Re: linux-next: Tree for Nov 7

From: Michal Hocko
Date: Mon Nov 13 2017 - 04:20:18 EST


[Cc arm and ppc maintainers]

Thanks a lot for testing!

On Sun 12-11-17 11:38:02, Joel Stanley wrote:
> On Fri, Nov 10, 2017 at 11:00 PM, Michal Hocko <mhocko@xxxxxxxxxx> wrote:
> > Hi Joel,
> >
> > On Wed 08-11-17 15:20:50, Michal Hocko wrote:
> > [...]
> >> > There are a lot of messages on the way up that look like this:
> >> >
> >> > [ 2.527460] Uhuuh, elf segement at 000d9000 requested but the
> >> > memory is mapped already
> >> > [ 2.540160] Uhuuh, elf segement at 000d9000 requested but the
> >> > memory is mapped already
> >> > [ 2.546153] Uhuuh, elf segement at 000d9000 requested but the
> >> > memory is mapped already
> >> >
> >> > And then trying to run userspace looks like this:
> >>
> >> Could you please run with debugging patch posted
> >> http://lkml.kernel.org/r/20171107102854.vylrtaodla63kc57@xxxxxxxxxxxxxx
> >
> > Did you have chance to test with this debugging patch, please?
>
> Lots of this:
>
> [ 1.177266] Uhuuh, elf segement at 000d9000 requested but the memory is mapped already, got 000dd000
> [ 1.177555] Clashing vma [dd000, de000] flags:100873 name:(null)

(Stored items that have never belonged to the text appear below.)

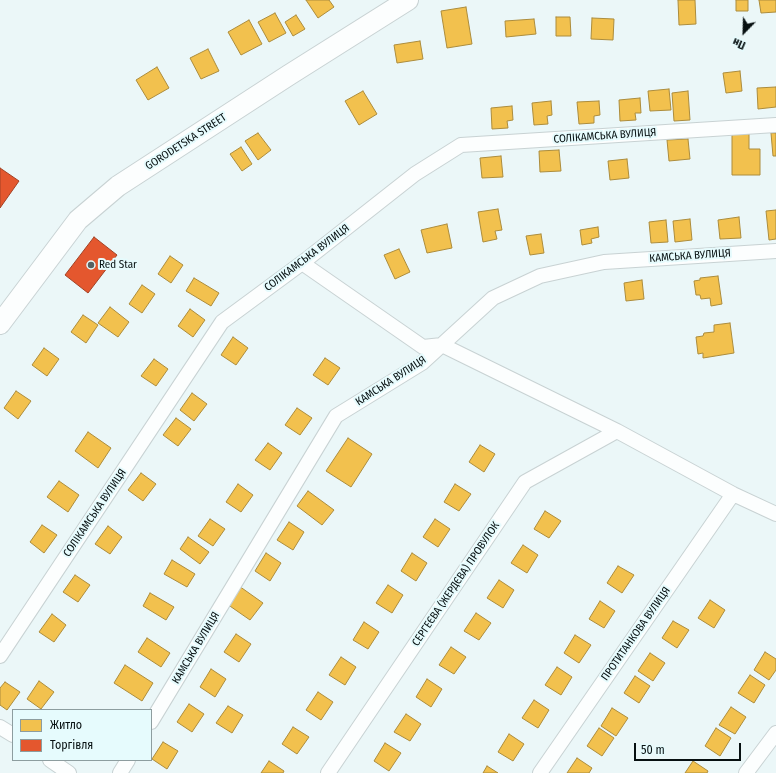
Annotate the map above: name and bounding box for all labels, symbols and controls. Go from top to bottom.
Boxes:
north arrow [724,12,764,52]
text: Пн [731,35,747,52]
street label: GORODETSKA STREET [143,111,229,173]
street label: СОЛІКАМСЬКА ВУЛИЦЯ [553,126,657,146]
street label: СОЛІКАМСЬКА ВУЛИЦЯ [262,222,352,294]
street label: КАМСЬКА ВУЛИЦЯ [649,247,731,265]
place label: Red Star [99,258,137,272]
marker: Red Star [86,260,96,270]
street label: КАМСЬКА ВУЛИЦЯ [353,353,429,409]
street label: СОЛІКАМСЬКА ВУЛИЦЯ [61,467,129,559]
street label: СЕРГЕЄВА (ЖЕРДЄВА) ПРОВУЛОК [409,519,503,649]
street label: ПРОТИТАНКОВА ВУЛИЦЯ [599,585,673,683]
street label: КАМСЬКА ВУЛИЦЯ [169,610,223,686]
legend [12,709,152,761]
text: Житло [50,718,82,732]
scale bar [636,735,743,761]
text: Торгівля [50,738,93,752]
text: 50 m [641,743,665,757]

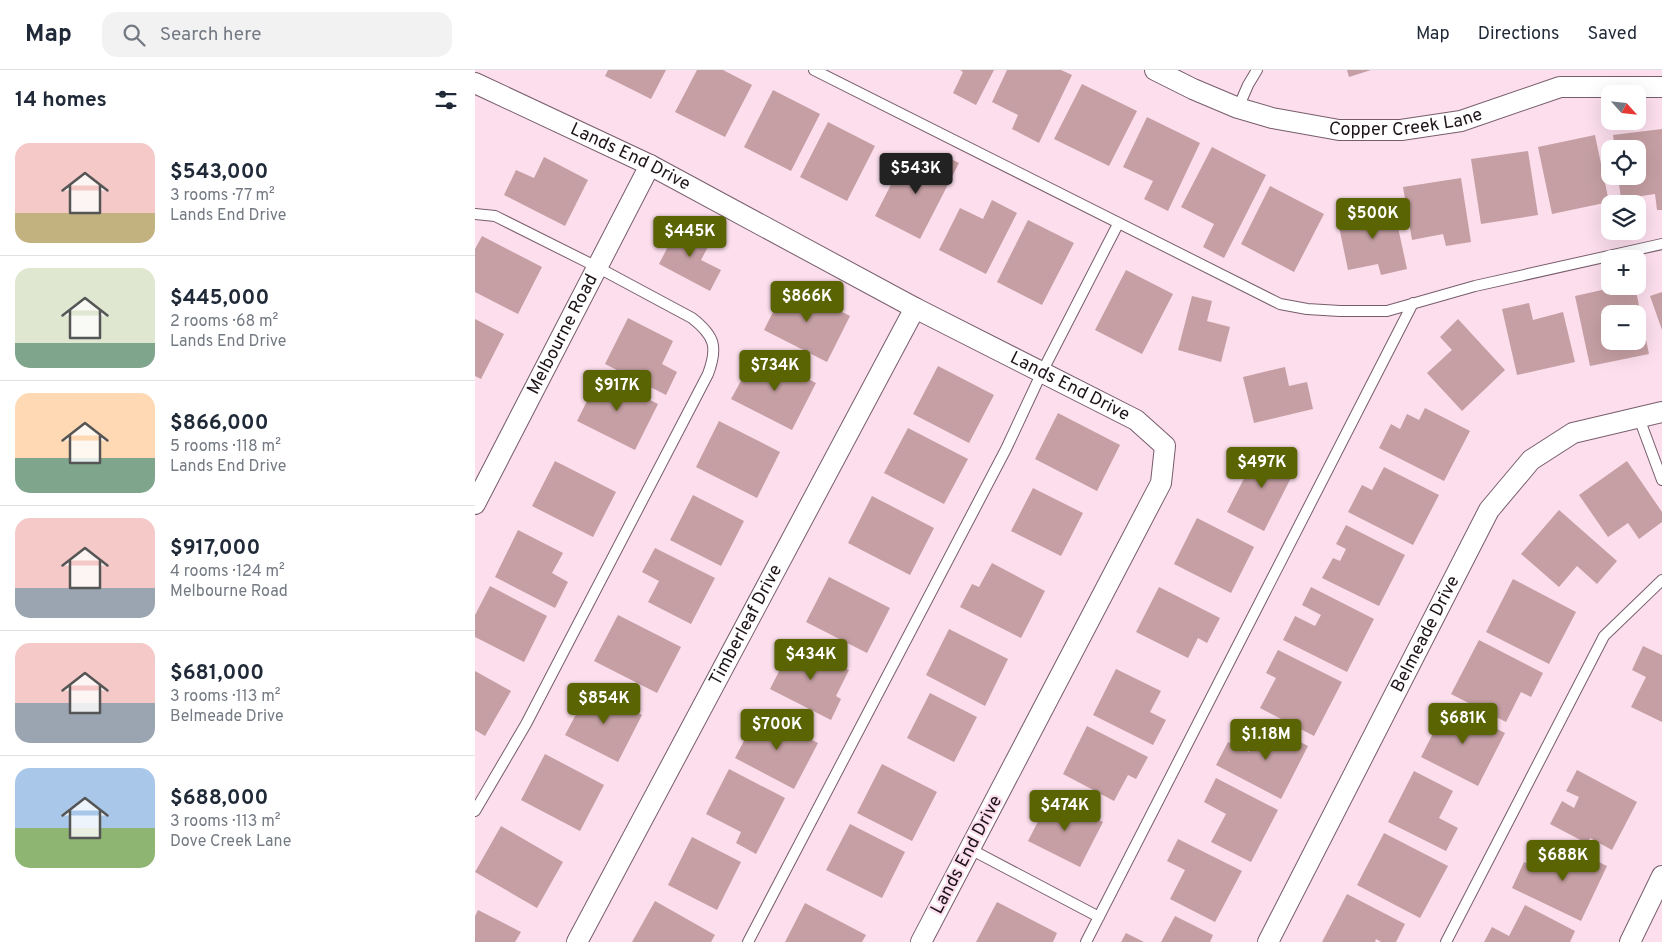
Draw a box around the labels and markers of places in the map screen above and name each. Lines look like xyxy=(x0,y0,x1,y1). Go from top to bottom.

This smells like the problem I've expected that mmap with hint doesn't
respect the hint even though there is no clashing mapping. The above
basically says that we didn't map at 0xd9000 but it has placed it at
0xdd000. The nearest (clashing) vma is at 0xdd000 so this is our new
mapping. find_vma returns the closest vma (with addr < vm_end) for the
given address 0xd9000 so this address cannot be mapped by any other vma.

Now that I am looking at arm's arch_get_unmapped_area it does perform
aligning for shared vmas. We do not do that for MAP_FIXED. Powepc,
reported earlier [1] seems to suffer from the similar problem.
slice_get_unmapped_area alignes to slices, whatever that means.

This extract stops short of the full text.